What is required:
Could you copy every record exactly, leaving the pictures behind?

Extracted material:
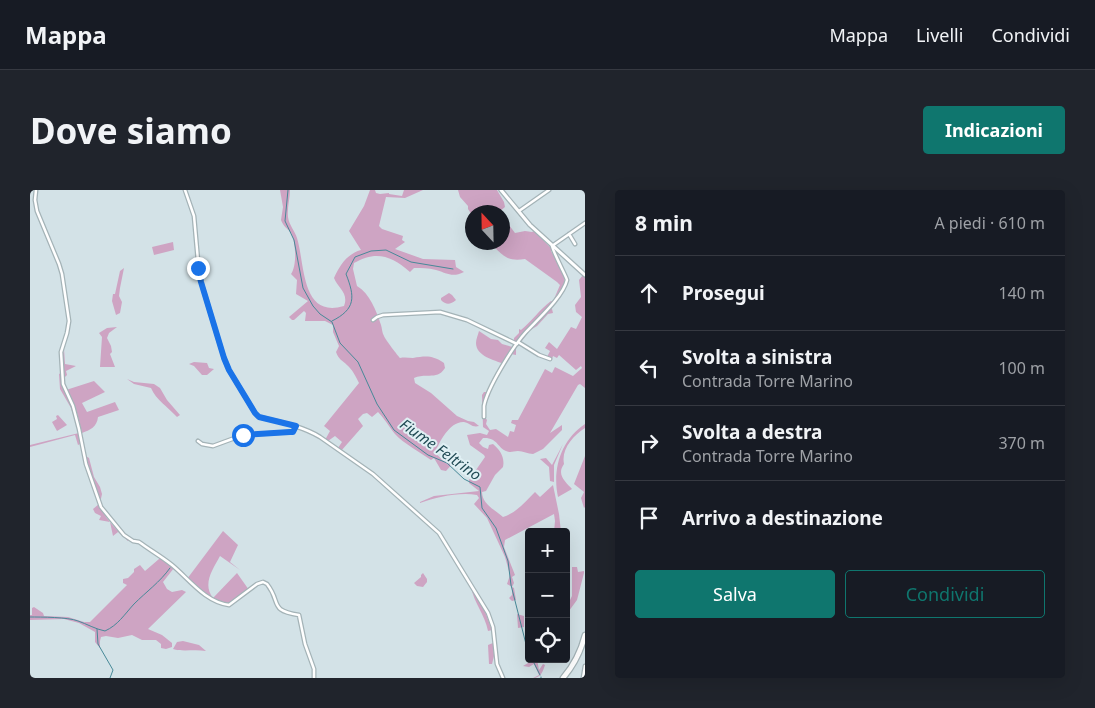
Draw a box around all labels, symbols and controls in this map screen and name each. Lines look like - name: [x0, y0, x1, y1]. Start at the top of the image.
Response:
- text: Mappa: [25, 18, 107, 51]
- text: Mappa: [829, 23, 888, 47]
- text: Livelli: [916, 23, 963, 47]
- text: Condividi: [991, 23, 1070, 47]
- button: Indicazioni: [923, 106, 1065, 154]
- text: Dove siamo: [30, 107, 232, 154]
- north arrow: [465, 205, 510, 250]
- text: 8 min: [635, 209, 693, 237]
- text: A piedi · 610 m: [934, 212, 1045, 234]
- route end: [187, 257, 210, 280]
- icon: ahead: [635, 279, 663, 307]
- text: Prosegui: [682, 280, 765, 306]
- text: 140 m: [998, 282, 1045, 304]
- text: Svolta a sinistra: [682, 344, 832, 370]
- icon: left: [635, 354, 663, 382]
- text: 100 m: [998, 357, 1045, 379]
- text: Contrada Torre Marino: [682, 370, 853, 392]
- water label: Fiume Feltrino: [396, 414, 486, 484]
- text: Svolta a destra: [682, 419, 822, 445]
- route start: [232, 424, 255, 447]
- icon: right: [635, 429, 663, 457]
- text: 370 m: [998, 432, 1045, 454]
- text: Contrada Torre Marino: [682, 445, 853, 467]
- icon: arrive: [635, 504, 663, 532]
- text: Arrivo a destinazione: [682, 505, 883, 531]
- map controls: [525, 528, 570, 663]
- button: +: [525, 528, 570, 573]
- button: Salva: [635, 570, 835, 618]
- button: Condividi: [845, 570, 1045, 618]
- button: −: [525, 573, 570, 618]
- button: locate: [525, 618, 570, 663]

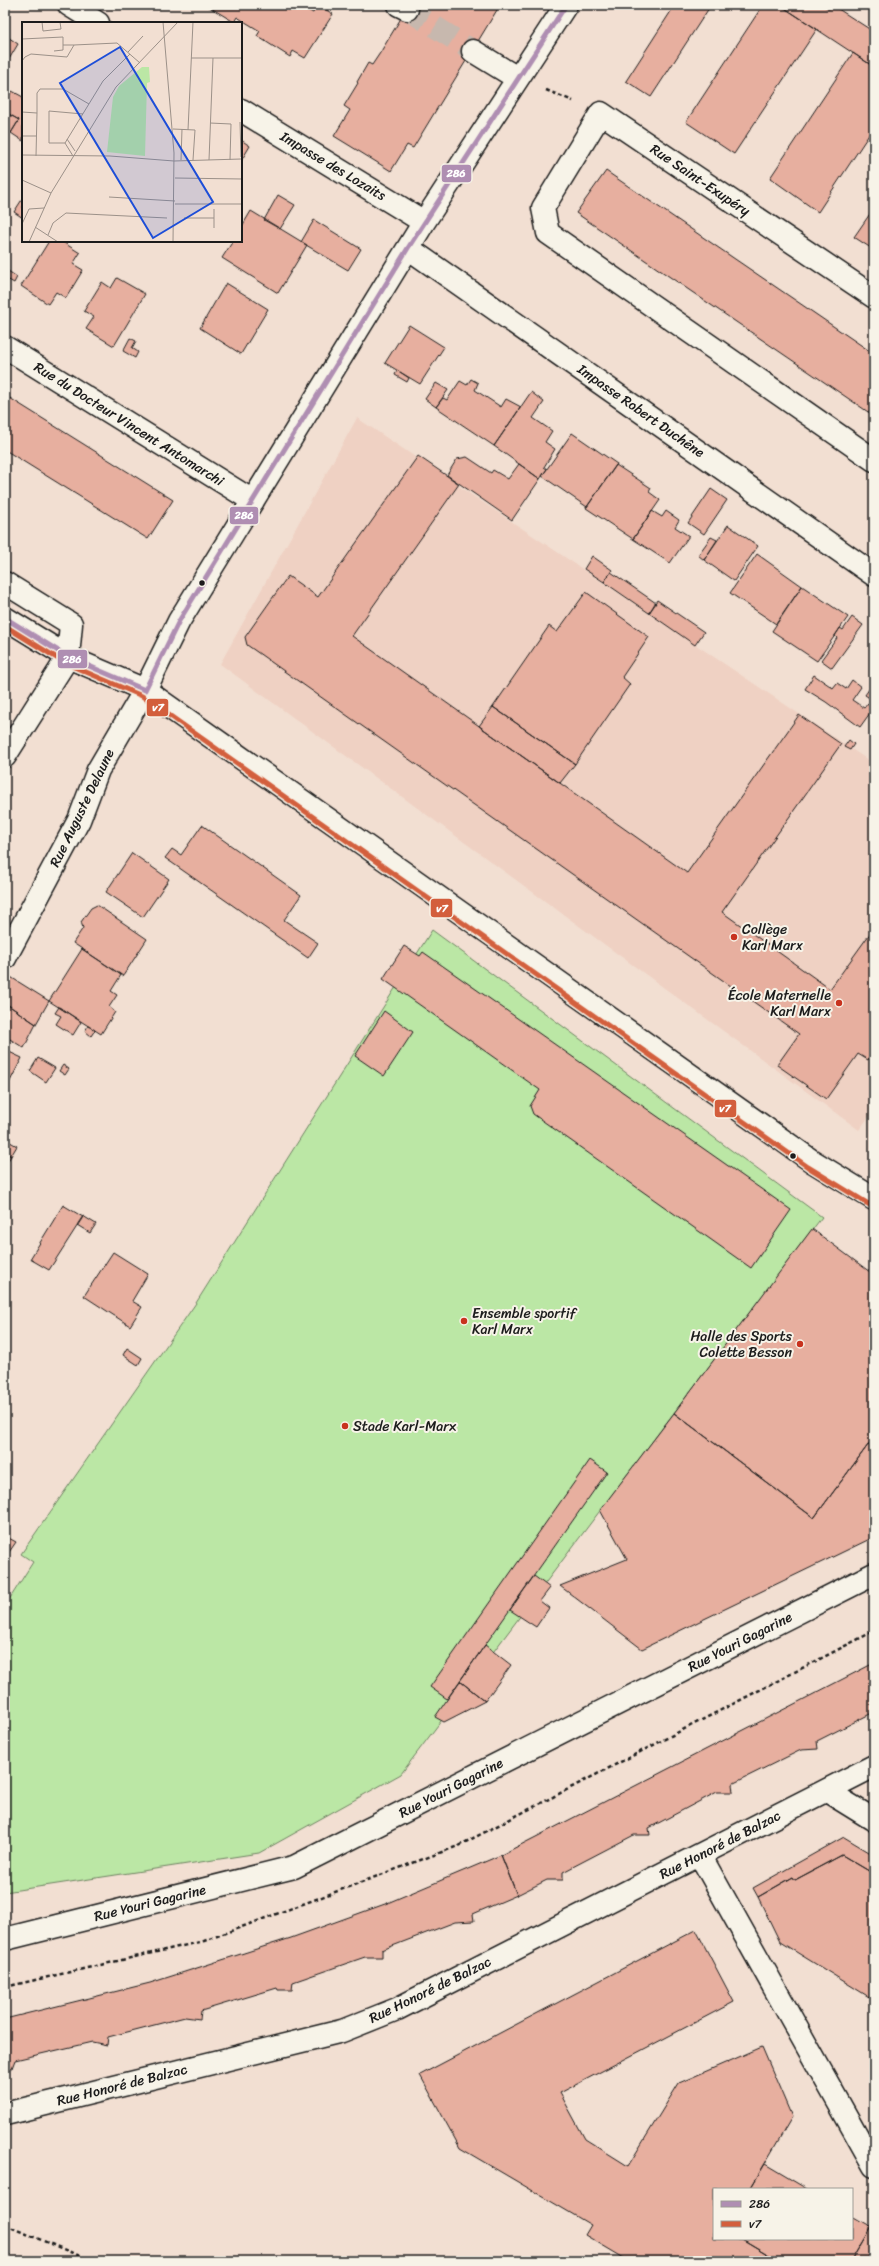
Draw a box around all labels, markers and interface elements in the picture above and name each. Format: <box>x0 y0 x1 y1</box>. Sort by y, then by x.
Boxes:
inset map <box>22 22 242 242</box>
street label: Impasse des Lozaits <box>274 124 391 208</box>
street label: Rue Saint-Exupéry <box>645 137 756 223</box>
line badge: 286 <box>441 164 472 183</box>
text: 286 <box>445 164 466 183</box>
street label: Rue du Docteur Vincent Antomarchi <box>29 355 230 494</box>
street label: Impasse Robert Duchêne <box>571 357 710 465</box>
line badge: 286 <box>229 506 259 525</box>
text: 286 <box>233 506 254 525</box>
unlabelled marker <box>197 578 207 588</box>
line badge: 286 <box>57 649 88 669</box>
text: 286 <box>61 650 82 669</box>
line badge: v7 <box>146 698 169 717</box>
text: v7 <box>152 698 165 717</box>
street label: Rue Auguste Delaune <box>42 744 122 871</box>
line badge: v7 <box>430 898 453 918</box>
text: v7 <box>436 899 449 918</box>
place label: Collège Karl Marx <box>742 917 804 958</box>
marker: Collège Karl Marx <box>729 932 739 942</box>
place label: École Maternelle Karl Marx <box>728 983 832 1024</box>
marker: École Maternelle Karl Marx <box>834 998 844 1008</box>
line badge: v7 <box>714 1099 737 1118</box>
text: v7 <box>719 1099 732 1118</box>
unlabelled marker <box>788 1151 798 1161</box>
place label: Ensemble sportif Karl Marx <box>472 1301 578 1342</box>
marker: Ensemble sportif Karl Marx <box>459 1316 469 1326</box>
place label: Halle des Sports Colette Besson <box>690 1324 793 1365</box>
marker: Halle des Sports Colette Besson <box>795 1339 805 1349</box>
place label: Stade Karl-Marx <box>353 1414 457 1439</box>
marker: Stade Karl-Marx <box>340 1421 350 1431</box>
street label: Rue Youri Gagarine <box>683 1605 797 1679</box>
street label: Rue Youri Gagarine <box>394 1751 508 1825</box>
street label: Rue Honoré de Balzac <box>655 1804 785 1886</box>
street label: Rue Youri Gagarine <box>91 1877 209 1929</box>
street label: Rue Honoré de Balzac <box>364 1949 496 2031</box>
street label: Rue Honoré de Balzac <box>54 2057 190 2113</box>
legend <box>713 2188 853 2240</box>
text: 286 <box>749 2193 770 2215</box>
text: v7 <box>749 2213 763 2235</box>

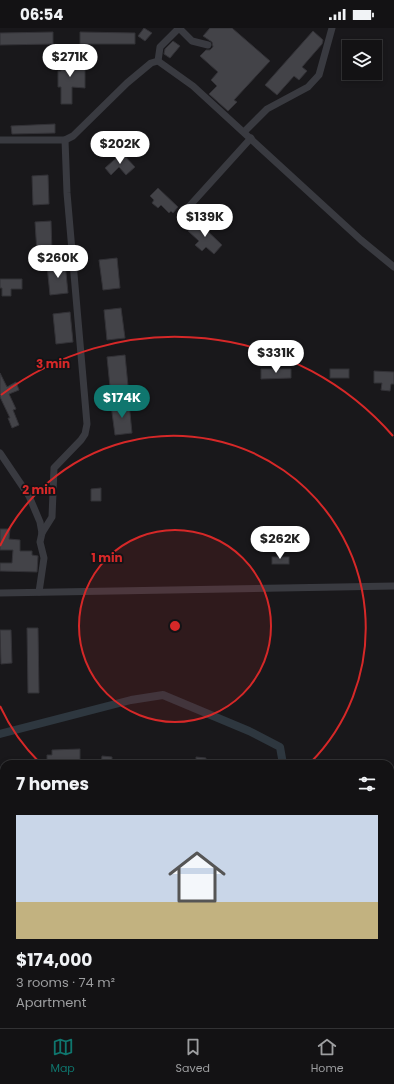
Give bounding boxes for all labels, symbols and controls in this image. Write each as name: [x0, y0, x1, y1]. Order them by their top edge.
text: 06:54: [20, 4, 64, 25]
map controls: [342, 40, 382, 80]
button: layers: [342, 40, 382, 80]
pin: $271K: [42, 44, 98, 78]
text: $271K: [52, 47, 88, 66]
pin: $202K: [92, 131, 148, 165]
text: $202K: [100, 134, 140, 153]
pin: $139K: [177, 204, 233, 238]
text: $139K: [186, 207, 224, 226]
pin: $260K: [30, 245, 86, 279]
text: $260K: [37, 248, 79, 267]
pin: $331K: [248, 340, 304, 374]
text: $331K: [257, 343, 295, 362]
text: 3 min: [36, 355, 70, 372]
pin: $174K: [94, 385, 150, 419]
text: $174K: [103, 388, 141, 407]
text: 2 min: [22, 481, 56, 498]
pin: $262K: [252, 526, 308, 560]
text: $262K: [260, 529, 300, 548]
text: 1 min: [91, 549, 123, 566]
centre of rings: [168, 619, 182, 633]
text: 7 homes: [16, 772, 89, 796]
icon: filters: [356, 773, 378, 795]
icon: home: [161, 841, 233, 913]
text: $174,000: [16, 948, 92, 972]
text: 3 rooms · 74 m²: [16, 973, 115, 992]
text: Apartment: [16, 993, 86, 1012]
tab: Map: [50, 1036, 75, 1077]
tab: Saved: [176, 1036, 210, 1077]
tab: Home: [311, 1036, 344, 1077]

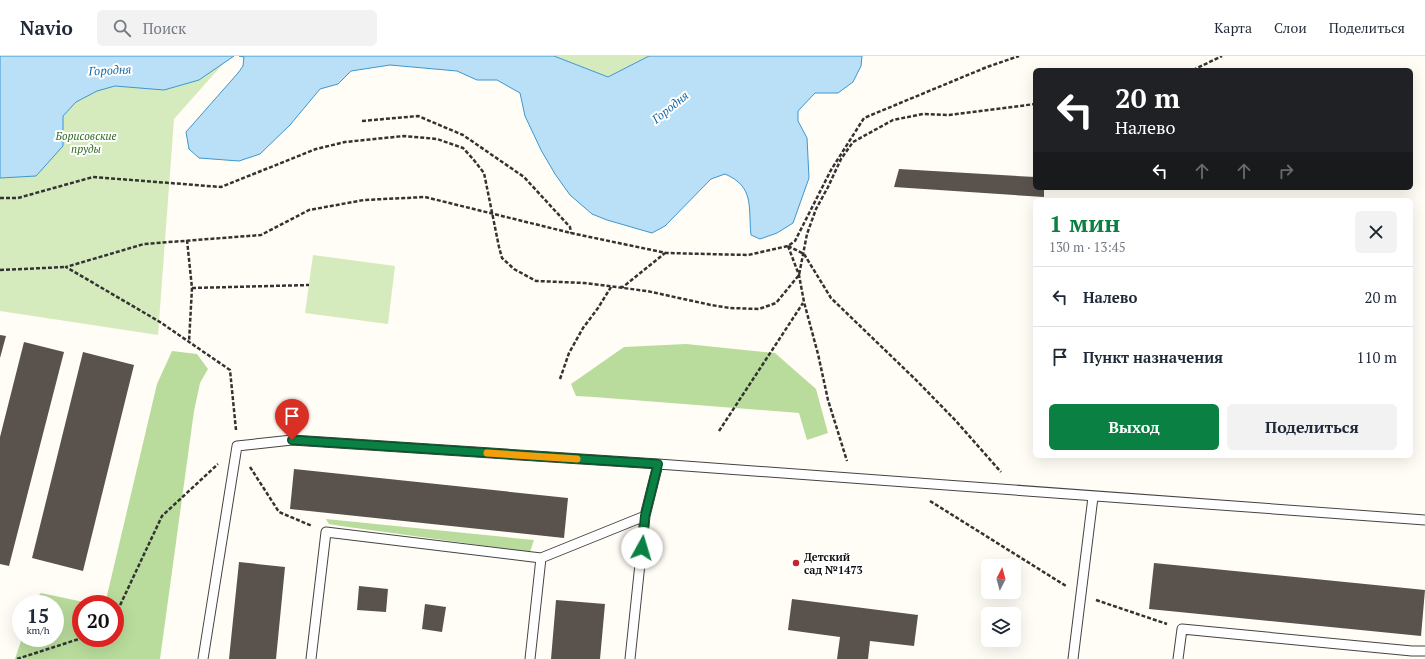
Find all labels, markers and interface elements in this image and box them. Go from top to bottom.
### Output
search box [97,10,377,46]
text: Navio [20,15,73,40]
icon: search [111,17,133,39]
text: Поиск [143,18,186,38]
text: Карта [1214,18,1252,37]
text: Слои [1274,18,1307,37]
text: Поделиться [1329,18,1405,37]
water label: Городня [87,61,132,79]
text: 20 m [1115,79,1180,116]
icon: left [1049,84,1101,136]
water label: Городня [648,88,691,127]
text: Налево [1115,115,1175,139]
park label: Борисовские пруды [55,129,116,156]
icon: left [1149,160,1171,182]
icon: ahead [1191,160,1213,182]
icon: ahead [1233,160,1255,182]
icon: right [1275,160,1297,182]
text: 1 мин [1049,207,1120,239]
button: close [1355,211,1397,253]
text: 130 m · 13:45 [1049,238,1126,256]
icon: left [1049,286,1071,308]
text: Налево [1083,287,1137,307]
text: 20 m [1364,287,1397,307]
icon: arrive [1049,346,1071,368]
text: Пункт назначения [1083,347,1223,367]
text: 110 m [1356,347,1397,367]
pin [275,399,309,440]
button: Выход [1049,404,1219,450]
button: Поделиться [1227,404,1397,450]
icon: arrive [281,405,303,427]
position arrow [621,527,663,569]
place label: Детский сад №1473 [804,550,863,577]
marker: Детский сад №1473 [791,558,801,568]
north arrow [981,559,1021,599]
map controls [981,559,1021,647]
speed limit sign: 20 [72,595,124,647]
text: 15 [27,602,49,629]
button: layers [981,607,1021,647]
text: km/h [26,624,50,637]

Response area:
Draw a box around all labels, symbols and controls in this map screen and name each. Lines look like - name: [x0, y0, x1, y1]. Start at the top of the image.
Response:
- text: Mappa: [25, 18, 107, 51]
- text: Mappa: [829, 23, 888, 47]
- text: Livelli: [916, 23, 963, 47]
- text: Condividi: [991, 23, 1070, 47]
- button: Indicazioni: [923, 106, 1065, 154]
- text: Dove siamo: [30, 107, 232, 154]
- north arrow: [465, 205, 510, 250]
- text: 8 min: [635, 209, 693, 237]
- text: A piedi · 610 m: [934, 212, 1045, 234]
- route end: [187, 257, 210, 280]
- icon: ahead: [635, 279, 663, 307]
- text: Prosegui: [682, 280, 765, 306]
- text: 140 m: [998, 282, 1045, 304]
- text: Svolta a sinistra: [682, 344, 832, 370]
- icon: left: [635, 354, 663, 382]
- text: 100 m: [998, 357, 1045, 379]
- text: Contrada Torre Marino: [682, 370, 853, 392]
- water label: Fiume Feltrino: [396, 414, 486, 484]
- text: Svolta a destra: [682, 419, 822, 445]
- route start: [232, 424, 255, 447]
- icon: right: [635, 429, 663, 457]
- text: 370 m: [998, 432, 1045, 454]
- text: Contrada Torre Marino: [682, 445, 853, 467]
- icon: arrive: [635, 504, 663, 532]
- text: Arrivo a destinazione: [682, 505, 883, 531]
- map controls: [525, 528, 570, 663]
- button: +: [525, 528, 570, 573]
- button: Salva: [635, 570, 835, 618]
- button: Condividi: [845, 570, 1045, 618]
- button: −: [525, 573, 570, 618]
- button: locate: [525, 618, 570, 663]

Draw a box around all labels, markers and interface elements in the picture above and name each. Format: <box>x0 y0 x1 y1</box>. Sort by y, then by x.
Boxes:
inset map <box>22 22 242 242</box>
street label: Impasse des Lozaits <box>274 124 391 208</box>
street label: Rue Saint-Exupéry <box>645 137 756 223</box>
line badge: 286 <box>441 164 472 183</box>
text: 286 <box>445 164 466 183</box>
street label: Rue du Docteur Vincent Antomarchi <box>29 355 230 494</box>
street label: Impasse Robert Duchêne <box>571 357 710 465</box>
line badge: 286 <box>229 506 259 525</box>
text: 286 <box>233 506 254 525</box>
unlabelled marker <box>197 578 207 588</box>
line badge: 286 <box>57 649 88 669</box>
text: 286 <box>61 650 82 669</box>
line badge: v7 <box>146 698 169 717</box>
text: v7 <box>152 698 165 717</box>
street label: Rue Auguste Delaune <box>42 744 122 871</box>
line badge: v7 <box>430 898 453 918</box>
text: v7 <box>436 899 449 918</box>
place label: Collège Karl Marx <box>742 917 804 958</box>
marker: Collège Karl Marx <box>729 932 739 942</box>
place label: École Maternelle Karl Marx <box>728 983 832 1024</box>
marker: École Maternelle Karl Marx <box>834 998 844 1008</box>
line badge: v7 <box>714 1099 737 1118</box>
text: v7 <box>719 1099 732 1118</box>
unlabelled marker <box>788 1151 798 1161</box>
place label: Ensemble sportif Karl Marx <box>472 1301 578 1342</box>
marker: Ensemble sportif Karl Marx <box>459 1316 469 1326</box>
place label: Halle des Sports Colette Besson <box>690 1324 793 1365</box>
marker: Halle des Sports Colette Besson <box>795 1339 805 1349</box>
place label: Stade Karl-Marx <box>353 1414 457 1439</box>
marker: Stade Karl-Marx <box>340 1421 350 1431</box>
street label: Rue Youri Gagarine <box>683 1605 797 1679</box>
street label: Rue Youri Gagarine <box>394 1751 508 1825</box>
street label: Rue Honoré de Balzac <box>655 1804 785 1886</box>
street label: Rue Youri Gagarine <box>91 1877 209 1929</box>
street label: Rue Honoré de Balzac <box>364 1949 496 2031</box>
street label: Rue Honoré de Balzac <box>54 2057 190 2113</box>
legend <box>713 2188 853 2240</box>
text: 286 <box>749 2193 770 2215</box>
text: v7 <box>749 2213 763 2235</box>

Give bounding boxes for all labels, symbols and controls in this image. Write each as name: [x0, y0, x1, y1]. Order them by their top edge.
text: 06:54: [20, 4, 64, 25]
map controls: [342, 40, 382, 80]
button: layers: [342, 40, 382, 80]
pin: $271K: [42, 44, 98, 78]
text: $271K: [52, 47, 88, 66]
pin: $202K: [92, 131, 148, 165]
text: $202K: [100, 134, 140, 153]
pin: $139K: [177, 204, 233, 238]
text: $139K: [186, 207, 224, 226]
pin: $260K: [30, 245, 86, 279]
text: $260K: [37, 248, 79, 267]
pin: $331K: [248, 340, 304, 374]
text: $331K: [257, 343, 295, 362]
text: 3 min: [36, 355, 70, 372]
pin: $174K: [94, 385, 150, 419]
text: $174K: [103, 388, 141, 407]
text: 2 min: [22, 481, 56, 498]
pin: $262K: [252, 526, 308, 560]
text: $262K: [260, 529, 300, 548]
text: 1 min: [91, 549, 123, 566]
centre of rings: [168, 619, 182, 633]
text: 7 homes: [16, 772, 89, 796]
icon: filters: [356, 773, 378, 795]
icon: home: [161, 841, 233, 913]
text: $174,000: [16, 948, 92, 972]
text: 3 rooms · 74 m²: [16, 973, 115, 992]
text: Apartment: [16, 993, 86, 1012]
tab: Map: [50, 1036, 75, 1077]
tab: Saved: [176, 1036, 210, 1077]
tab: Home: [311, 1036, 344, 1077]

Find all labels, markers and interface elements in this image and box them. Go from top to bottom.
### Output
search box [97,10,377,46]
text: Navio [20,15,73,40]
icon: search [111,17,133,39]
text: Поиск [143,18,186,38]
text: Карта [1214,18,1252,37]
text: Слои [1274,18,1307,37]
text: Поделиться [1329,18,1405,37]
water label: Городня [87,61,132,79]
text: 20 m [1115,79,1180,116]
icon: left [1049,84,1101,136]
water label: Городня [648,88,691,127]
text: Налево [1115,115,1175,139]
park label: Борисовские пруды [55,129,116,156]
icon: left [1149,160,1171,182]
icon: ahead [1191,160,1213,182]
icon: ahead [1233,160,1255,182]
icon: right [1275,160,1297,182]
text: 1 мин [1049,207,1120,239]
button: close [1355,211,1397,253]
text: 130 m · 13:45 [1049,238,1126,256]
icon: left [1049,286,1071,308]
text: Налево [1083,287,1137,307]
text: 20 m [1364,287,1397,307]
icon: arrive [1049,346,1071,368]
text: Пункт назначения [1083,347,1223,367]
text: 110 m [1356,347,1397,367]
pin [275,399,309,440]
button: Выход [1049,404,1219,450]
button: Поделиться [1227,404,1397,450]
icon: arrive [281,405,303,427]
position arrow [621,527,663,569]
place label: Детский сад №1473 [804,550,863,577]
marker: Детский сад №1473 [791,558,801,568]
north arrow [981,559,1021,599]
map controls [981,559,1021,647]
speed limit sign: 20 [72,595,124,647]
text: 15 [27,602,49,629]
button: layers [981,607,1021,647]
text: km/h [26,624,50,637]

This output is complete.